Così, con l’audiovisibile e soprattutto con il farsi musica dell’immagine, di ogni immagine, le sensazioni sonore e visive, lungi dal completarsi le une con le altre, si confondono in una specie di MAGMA in cui i ritmi hanno la meglio sulle forme e i loro confini, rapite come sono nell’illusionismo di un’ARTE SENZA FINE, senza testa né coda, nel quale, letteralmente, non si distingue più nulla se non il rapimento ritmologico. Qui nessuna decostruzione sapiente, solamente i prodromi di una pura e semplice derealizzazione dell’arte di vedere e di sapere, una confusione del sensibile analoga sotto molti aspetti a quella di quel linguaggio babelico in cui tutto affonda nell’indistinto, poi nell’indifferenza, sino alla passività di un soggetto perduto.
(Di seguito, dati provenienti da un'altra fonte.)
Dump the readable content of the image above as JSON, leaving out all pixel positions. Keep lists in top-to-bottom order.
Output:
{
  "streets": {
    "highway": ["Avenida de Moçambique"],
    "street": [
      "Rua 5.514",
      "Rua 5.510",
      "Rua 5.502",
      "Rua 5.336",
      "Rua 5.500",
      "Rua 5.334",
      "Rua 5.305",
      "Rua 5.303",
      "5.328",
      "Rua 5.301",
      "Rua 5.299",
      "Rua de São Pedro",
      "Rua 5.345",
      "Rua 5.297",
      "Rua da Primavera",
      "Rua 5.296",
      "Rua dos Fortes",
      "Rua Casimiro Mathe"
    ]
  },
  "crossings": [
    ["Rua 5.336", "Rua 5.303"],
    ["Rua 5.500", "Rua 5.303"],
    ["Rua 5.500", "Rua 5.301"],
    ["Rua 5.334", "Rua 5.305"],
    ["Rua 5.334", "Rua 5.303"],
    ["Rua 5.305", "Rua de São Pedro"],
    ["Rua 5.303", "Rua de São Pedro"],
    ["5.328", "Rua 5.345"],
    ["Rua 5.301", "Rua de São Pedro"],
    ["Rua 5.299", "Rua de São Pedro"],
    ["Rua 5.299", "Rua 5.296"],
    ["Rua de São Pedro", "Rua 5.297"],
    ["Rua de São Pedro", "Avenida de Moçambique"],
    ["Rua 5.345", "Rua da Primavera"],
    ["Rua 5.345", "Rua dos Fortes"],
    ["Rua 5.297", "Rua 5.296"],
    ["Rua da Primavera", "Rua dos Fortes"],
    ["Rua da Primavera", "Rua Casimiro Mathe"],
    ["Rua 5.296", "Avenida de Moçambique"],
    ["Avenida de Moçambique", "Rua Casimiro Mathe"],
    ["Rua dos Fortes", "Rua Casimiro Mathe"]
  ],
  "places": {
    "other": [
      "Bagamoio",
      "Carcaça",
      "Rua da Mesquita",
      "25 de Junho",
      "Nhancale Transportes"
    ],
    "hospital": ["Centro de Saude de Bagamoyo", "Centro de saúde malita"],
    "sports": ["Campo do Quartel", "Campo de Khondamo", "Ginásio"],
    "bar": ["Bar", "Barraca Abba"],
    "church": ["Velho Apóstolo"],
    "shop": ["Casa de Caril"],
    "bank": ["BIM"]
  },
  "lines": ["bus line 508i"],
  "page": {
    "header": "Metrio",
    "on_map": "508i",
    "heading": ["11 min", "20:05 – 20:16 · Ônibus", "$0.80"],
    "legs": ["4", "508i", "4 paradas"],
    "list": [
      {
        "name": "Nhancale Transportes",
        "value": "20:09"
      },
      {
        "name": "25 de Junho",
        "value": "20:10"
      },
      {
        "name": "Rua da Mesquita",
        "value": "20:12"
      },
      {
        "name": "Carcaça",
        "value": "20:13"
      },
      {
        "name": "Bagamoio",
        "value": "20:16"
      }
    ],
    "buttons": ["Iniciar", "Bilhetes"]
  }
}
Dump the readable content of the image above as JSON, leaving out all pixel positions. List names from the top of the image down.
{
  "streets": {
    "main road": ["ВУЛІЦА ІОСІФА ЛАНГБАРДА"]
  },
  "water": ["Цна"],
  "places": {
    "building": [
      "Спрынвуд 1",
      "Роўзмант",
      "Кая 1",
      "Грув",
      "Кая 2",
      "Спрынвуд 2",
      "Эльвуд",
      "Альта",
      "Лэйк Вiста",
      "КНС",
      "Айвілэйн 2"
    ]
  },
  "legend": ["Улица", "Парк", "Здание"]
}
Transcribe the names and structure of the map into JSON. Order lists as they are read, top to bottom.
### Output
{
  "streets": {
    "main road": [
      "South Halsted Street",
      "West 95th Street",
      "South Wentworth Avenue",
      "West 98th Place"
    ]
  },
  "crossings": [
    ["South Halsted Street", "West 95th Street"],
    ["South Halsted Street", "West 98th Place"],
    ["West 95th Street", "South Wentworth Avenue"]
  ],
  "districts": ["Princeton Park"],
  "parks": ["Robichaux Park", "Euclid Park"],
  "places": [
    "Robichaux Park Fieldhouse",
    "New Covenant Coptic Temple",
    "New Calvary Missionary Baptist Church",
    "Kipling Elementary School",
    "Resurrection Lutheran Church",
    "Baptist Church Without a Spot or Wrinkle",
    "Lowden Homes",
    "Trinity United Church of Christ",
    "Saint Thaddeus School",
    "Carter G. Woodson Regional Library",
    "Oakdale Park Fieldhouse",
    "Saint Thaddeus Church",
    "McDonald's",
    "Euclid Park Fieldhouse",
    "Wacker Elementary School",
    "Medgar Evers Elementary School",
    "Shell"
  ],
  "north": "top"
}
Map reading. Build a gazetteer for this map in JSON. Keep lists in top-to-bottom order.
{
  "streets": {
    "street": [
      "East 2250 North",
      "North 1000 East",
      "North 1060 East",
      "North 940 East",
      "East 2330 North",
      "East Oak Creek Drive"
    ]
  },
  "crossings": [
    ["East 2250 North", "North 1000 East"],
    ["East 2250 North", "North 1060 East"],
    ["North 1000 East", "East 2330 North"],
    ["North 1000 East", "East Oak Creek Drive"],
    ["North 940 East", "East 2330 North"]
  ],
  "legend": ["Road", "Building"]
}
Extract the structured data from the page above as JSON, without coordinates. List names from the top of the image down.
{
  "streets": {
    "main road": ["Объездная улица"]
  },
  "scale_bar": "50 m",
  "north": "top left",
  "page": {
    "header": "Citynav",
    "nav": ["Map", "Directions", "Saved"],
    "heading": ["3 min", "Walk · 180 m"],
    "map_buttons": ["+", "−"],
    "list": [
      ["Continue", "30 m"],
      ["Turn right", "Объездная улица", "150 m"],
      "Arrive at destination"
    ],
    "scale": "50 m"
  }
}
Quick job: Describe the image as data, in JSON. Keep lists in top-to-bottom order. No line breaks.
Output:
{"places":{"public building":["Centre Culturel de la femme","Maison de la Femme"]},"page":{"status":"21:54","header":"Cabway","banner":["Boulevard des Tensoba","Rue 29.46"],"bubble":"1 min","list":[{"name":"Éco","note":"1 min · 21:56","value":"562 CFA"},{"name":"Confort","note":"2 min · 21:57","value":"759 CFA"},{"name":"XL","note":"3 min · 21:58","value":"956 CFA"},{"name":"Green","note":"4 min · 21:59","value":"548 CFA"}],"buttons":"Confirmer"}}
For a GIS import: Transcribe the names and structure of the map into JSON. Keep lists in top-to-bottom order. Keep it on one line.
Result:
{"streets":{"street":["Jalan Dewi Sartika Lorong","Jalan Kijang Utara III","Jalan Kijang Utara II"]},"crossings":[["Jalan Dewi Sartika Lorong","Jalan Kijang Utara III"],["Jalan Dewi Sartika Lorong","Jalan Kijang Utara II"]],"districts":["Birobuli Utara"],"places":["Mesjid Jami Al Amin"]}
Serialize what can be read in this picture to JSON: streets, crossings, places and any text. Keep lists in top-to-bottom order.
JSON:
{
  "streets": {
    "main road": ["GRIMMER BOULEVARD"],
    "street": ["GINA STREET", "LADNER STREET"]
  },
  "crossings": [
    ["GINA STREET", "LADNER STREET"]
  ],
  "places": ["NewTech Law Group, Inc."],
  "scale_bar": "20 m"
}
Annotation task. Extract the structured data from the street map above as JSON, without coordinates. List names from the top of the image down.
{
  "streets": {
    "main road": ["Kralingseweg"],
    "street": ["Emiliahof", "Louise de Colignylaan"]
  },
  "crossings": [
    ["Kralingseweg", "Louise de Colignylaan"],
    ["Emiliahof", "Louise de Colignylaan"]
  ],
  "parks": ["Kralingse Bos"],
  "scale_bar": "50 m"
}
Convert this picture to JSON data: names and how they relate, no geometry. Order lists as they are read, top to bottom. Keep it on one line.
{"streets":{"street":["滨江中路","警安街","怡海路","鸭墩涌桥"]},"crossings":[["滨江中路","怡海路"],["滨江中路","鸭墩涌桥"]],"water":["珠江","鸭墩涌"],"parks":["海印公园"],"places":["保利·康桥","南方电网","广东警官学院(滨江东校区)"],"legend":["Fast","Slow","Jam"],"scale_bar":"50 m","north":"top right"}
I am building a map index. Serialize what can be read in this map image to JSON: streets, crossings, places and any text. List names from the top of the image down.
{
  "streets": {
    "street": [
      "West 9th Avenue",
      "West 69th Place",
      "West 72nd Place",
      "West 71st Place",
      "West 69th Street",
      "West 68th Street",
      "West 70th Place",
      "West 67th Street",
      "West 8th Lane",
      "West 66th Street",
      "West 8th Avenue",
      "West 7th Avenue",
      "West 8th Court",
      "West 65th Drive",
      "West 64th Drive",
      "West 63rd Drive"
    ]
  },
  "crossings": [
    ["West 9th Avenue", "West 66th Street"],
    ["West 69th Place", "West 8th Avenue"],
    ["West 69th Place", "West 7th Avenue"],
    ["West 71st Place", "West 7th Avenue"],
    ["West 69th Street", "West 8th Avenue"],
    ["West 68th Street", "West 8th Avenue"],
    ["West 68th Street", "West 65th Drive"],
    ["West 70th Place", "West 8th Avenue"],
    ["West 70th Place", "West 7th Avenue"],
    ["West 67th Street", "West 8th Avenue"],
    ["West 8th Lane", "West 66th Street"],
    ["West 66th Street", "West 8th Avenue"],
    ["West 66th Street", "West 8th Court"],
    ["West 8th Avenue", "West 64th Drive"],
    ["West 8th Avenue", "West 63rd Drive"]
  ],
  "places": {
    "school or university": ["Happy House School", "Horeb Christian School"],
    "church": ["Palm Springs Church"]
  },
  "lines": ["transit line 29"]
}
Dobbiamo constatare un’evidenza: se vedere e sapere divengono le grandi richieste del nostro XXI secolo, col superamento del politicamente corretto operato dall’otticamente corretto – una correzione che non è più oculare delle lenti dei nostri occhiali, ma piuttosto societaria della nostra visione del mondo, nell’epoca della globalizzazione planetaria.
In realtà, se le società totalitarie hanno tentato di realizzare questa politica panottica, la società globalitaria che oggi si annuncia possiede i mezzi audiovisivi per riuscirci assolutamente, grazie a questa accelerazione della realtà in cui l’arte di vedere è forse la primissima vittima.
A questo punto la questione non è quindi più solo quella della “figurazione” e della “non figurazione” come non XX secolo, ma piuttosto quella della rappresentazione nello spazio reale dell’opera e della pura e semplice presentazione in tempo reale di eventi o di incidenti intempestivi e simultanei che certi artisti battezzano talvolta performance oppure installazioni…
Mentre l’accelerazione della storia dell’arte degli inizi del XX secolo non era che la prefazione al prossimo superamento della figura, e forse di tutta la figurazione, l’accelerazione della realtà contemporanea del nostro XXI secolo rimette in questione ogni ‘rappresentazione’, non solo pittorica o architettonica, ma soprattutto teatrale, a danno della scena politica della democrazia rappresentativa.
Lo si voglia o meno, ciò che oggi viene profondamente contestato dalla dismisura del progresso cibernetico e dell’accelerazione ipersonica è l’insieme delle rappresentazioni, a unico beneficio delle tecniche di telecomunicazione istantanea, della presentazione in tempo reale, dei fatti come di queste opere un tempo plastiche e ormai puramente ‘mediatiche’. Tutto ciò che è ancora fisso è di fatto minacciato da questa “inerzia panottica” della velocità della luce nel vuoto, da queste onde elettromagnetiche che derealizzano la funzione di irradiamento ottico della luce, a vantaggio del solo irradiamento elettro-ottico, della falsa luce degli schermi.
QUI, ma dove, in definitiva? La sedentarietà grafica delle arti plastiche diventa una tara di fronte alla mobilitazione generale delle sequenze non più animate – come ieri con la bobina del film – ma accelerate infinitamente fino al limite della visibilità delle immagini (analogica, digitale…), al punto che il morphing si trova a essere il successore dell’antica, immemorabile morfologia delle figure della rappresentazione.

Note.
(1) Pip Chodorov
(2) Pip Chodorov, citato da Jennifer Verraes in un articolo per la rivista Trafic, Printemps 2004.

 

(Da: Paul Virilio, L’art à perte de vue, Edition Galilée, ottobre 2005, traduzione italiana apparsa su Domus n. 886, novembre 2005. Image: Uri Tzaig, Terrrror Territories, 2004, lightbox 126 x 168,6 x 18 cm, Galerie Erna Hecey, Brussels.)